Rick Reyes, lead behavioral health technician at Recovery Oasis, said many treatment centers take more people than they should and fail to cap the number of patients per provider to increase revenue.
“We’re talking about one counselor that might have over 100 clients on their caseload that they are responsible for,” he said. “So why create more programs when you don’t have an identified cap and you can bring in more people? I don’t care if you’re like the greatest counselor or therapist in the world, you’re not gonna change, or assist with the process of change, in 15 minutes.”
Joyce Morgan, chief of clinical services of The Haven, a Tucson drug treatment center serving women, said state criteria for Medicaid patient placement, length of stay and transfer/discharge make reimbursement less than what the facility needs to treat a patient.
“The way that the funding streams off in AZ can sometimes be prohibitive to allowing women to get treatment,” Morgan said.
Cara Christ, director of the Arizona Department of Health Services, said the state is trying to encourage more people to enter the field through loan repayment programs.

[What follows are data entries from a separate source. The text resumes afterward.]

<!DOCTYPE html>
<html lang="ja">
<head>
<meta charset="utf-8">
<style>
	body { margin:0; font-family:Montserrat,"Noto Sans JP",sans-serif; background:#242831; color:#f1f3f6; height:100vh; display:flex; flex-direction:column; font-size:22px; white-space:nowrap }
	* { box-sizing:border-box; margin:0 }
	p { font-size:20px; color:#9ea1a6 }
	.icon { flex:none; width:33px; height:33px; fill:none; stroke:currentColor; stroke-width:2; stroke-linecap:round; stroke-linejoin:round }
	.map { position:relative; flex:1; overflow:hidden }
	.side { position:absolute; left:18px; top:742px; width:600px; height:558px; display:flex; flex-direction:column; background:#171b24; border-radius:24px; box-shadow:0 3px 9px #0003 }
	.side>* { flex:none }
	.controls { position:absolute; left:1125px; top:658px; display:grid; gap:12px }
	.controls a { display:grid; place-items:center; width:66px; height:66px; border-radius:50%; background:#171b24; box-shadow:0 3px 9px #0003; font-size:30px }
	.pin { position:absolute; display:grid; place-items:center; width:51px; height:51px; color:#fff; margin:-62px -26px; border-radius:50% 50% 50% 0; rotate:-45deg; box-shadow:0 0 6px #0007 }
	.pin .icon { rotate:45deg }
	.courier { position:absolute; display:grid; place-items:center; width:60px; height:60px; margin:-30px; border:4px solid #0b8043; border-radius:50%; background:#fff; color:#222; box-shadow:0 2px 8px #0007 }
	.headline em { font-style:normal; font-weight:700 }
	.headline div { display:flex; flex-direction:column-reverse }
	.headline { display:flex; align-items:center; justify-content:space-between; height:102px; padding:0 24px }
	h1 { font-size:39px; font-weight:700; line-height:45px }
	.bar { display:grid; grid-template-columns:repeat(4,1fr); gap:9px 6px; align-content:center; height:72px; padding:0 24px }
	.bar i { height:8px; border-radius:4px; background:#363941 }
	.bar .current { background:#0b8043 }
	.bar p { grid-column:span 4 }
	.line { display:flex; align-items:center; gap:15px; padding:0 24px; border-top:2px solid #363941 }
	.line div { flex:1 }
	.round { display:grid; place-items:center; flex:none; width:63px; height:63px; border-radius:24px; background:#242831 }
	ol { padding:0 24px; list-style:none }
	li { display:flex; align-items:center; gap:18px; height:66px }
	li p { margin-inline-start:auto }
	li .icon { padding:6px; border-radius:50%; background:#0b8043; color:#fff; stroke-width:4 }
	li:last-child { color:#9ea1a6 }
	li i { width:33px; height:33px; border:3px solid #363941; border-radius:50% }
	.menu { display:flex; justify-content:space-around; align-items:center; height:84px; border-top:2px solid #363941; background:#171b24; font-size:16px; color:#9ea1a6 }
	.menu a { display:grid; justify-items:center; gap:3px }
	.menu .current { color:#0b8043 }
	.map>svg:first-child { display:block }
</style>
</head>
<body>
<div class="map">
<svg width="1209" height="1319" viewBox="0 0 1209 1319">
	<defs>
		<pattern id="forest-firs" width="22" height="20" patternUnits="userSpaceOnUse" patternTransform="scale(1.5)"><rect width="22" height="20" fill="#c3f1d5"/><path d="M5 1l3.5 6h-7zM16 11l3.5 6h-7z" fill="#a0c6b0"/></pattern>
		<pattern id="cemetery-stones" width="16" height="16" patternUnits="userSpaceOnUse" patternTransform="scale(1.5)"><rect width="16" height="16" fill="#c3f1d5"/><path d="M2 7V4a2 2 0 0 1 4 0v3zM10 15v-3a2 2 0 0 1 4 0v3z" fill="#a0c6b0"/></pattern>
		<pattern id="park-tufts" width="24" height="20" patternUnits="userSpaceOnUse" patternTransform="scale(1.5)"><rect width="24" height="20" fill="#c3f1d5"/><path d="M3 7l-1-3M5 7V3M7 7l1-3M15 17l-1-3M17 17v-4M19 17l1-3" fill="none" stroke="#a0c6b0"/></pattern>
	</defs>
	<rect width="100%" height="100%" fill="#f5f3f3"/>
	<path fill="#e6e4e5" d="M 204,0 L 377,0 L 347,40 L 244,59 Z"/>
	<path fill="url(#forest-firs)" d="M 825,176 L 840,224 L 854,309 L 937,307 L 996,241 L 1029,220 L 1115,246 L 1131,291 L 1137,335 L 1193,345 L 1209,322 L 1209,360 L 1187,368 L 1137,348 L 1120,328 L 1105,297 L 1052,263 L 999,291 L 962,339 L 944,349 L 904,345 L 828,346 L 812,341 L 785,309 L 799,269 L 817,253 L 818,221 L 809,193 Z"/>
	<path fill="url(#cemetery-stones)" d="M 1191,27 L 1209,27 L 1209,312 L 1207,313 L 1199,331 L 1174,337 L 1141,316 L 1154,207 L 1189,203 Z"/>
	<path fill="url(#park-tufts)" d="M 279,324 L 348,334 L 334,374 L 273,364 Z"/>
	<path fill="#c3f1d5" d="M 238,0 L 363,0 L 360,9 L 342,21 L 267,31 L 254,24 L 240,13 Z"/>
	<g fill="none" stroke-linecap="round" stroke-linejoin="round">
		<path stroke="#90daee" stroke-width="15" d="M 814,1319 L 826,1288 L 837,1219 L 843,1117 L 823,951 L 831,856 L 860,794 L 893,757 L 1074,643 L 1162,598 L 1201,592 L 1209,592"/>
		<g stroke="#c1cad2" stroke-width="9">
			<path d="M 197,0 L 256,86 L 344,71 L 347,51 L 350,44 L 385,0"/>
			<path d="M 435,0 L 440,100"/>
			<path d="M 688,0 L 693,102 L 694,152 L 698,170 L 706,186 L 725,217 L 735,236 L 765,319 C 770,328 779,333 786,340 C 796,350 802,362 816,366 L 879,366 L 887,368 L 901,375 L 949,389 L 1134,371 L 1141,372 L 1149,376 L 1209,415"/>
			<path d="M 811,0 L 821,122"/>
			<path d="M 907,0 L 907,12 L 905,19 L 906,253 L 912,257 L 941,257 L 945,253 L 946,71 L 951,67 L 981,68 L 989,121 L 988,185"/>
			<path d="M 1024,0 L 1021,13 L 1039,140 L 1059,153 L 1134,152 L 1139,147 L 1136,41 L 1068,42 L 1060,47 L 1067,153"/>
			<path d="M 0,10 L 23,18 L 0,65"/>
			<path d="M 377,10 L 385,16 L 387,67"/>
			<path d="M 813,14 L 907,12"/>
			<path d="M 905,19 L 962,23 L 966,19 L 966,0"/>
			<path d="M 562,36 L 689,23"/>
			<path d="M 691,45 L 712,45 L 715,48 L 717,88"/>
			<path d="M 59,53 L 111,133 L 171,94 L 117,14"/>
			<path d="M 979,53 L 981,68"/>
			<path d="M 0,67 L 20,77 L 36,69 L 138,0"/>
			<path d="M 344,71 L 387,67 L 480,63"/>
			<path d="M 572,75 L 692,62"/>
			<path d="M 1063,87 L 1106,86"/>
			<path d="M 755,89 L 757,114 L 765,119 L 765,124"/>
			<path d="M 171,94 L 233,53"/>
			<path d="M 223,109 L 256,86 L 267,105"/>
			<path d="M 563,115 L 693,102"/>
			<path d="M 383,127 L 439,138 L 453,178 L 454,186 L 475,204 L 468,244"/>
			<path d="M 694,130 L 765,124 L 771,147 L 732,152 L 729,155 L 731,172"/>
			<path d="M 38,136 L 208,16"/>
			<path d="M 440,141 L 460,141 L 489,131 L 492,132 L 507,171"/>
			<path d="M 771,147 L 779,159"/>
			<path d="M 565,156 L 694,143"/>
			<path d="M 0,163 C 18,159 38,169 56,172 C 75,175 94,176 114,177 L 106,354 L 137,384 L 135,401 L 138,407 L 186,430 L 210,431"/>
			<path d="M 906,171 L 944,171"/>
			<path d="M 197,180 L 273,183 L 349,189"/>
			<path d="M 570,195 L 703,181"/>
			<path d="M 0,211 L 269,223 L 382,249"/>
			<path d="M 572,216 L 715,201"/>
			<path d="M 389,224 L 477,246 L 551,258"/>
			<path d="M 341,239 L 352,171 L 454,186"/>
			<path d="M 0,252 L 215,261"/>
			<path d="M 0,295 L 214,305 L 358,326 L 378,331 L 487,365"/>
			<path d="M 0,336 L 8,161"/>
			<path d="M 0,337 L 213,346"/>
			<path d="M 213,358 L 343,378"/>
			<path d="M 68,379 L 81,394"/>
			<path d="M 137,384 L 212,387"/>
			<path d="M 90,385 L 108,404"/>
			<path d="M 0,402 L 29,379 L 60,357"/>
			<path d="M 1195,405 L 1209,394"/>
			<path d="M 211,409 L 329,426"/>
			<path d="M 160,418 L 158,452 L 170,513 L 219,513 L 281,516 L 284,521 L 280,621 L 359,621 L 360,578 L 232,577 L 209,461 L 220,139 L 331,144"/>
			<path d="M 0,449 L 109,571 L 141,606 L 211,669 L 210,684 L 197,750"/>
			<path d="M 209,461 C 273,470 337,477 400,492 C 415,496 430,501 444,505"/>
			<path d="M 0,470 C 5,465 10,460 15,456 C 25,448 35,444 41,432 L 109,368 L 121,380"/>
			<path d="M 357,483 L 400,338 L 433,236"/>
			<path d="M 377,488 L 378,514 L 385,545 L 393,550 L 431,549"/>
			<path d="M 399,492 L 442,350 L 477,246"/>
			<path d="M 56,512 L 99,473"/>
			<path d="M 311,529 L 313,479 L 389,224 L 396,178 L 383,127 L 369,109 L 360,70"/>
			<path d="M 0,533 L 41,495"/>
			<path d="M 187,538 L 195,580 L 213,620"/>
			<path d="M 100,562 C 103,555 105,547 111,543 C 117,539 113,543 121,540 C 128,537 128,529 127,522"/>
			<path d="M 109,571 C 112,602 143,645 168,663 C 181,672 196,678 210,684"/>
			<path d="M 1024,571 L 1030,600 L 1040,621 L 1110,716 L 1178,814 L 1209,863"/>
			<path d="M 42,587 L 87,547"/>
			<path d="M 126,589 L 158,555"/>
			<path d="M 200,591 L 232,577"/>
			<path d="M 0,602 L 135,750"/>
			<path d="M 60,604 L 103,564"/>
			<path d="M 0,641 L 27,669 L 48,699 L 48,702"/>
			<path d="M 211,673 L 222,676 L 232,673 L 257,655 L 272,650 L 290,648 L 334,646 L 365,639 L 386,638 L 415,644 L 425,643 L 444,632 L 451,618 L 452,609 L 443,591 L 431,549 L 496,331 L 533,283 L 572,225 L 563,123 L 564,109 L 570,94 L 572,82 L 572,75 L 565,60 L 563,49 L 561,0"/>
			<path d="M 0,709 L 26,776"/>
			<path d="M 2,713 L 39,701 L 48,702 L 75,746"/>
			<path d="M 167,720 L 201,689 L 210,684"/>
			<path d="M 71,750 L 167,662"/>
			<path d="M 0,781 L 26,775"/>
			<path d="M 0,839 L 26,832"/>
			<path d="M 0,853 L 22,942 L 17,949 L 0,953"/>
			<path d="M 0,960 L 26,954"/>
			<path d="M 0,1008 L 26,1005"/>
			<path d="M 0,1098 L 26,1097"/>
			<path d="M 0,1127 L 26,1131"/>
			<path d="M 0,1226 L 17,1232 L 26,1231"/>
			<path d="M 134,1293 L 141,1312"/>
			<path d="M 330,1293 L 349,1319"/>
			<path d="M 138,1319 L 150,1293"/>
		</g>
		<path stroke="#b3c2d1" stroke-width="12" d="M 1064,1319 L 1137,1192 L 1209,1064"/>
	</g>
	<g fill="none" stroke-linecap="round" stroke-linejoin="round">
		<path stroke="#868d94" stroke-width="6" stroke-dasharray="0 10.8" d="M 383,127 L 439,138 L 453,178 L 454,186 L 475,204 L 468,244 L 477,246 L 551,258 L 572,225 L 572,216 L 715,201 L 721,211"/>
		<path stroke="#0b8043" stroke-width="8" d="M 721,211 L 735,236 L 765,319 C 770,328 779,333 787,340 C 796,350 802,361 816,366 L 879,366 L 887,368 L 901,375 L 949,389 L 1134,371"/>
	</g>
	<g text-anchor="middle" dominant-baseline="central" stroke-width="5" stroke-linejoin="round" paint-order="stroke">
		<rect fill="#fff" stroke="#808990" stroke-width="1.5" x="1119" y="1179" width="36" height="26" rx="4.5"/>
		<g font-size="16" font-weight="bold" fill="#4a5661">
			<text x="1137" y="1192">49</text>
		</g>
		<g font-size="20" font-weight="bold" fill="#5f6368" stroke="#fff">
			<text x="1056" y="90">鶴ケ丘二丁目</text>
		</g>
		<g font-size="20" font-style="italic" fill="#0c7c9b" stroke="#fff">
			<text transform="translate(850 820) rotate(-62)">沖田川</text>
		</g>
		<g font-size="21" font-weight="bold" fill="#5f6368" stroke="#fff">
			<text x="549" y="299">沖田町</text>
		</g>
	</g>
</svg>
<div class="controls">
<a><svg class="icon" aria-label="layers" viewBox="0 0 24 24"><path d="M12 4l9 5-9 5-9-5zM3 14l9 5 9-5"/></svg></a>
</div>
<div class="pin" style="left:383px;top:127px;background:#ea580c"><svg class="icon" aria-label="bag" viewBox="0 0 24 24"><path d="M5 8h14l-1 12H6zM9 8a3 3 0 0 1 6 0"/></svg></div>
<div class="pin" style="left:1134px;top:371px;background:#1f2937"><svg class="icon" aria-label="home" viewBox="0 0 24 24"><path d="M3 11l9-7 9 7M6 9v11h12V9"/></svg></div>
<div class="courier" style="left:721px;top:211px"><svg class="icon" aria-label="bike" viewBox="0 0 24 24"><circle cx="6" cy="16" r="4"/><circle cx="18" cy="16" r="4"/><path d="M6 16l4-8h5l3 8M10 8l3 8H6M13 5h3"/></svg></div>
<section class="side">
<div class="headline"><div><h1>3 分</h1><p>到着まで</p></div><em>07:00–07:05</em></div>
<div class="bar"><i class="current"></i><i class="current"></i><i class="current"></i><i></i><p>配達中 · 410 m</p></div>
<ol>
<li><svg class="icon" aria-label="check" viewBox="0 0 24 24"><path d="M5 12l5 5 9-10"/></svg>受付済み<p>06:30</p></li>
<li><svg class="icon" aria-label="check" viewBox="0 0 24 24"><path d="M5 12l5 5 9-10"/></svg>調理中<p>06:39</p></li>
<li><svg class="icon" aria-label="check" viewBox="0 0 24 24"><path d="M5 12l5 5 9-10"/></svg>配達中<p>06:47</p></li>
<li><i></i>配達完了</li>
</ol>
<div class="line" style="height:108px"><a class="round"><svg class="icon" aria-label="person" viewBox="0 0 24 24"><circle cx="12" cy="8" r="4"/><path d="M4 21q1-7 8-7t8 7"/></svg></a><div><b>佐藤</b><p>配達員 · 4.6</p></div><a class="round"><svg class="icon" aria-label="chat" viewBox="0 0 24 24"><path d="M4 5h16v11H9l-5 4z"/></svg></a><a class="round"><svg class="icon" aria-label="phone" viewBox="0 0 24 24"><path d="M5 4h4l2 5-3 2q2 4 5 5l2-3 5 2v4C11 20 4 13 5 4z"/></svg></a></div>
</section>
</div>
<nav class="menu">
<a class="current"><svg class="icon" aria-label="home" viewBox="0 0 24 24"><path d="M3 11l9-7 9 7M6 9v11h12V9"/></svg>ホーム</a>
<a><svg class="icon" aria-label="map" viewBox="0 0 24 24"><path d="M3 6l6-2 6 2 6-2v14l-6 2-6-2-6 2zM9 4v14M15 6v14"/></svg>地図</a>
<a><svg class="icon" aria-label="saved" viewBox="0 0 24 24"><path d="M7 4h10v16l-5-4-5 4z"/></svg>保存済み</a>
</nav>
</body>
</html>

“Which is a huge incentive if you are a health care provider, because there is a lot of schooling that is required whether you are a behavioral health provider, a physician or a nurse,” she said.
But Zornitsky said trying to get more people into the field isn’t enough. His suggestions include increasing reimbursement for those on public assistance, reimbursement for treatment via telemedicine and addressing high turnover in the field.
“It takes so long to become a psychologist or psychiatrist,” he said. “That’s years out, and we have this big problem today.”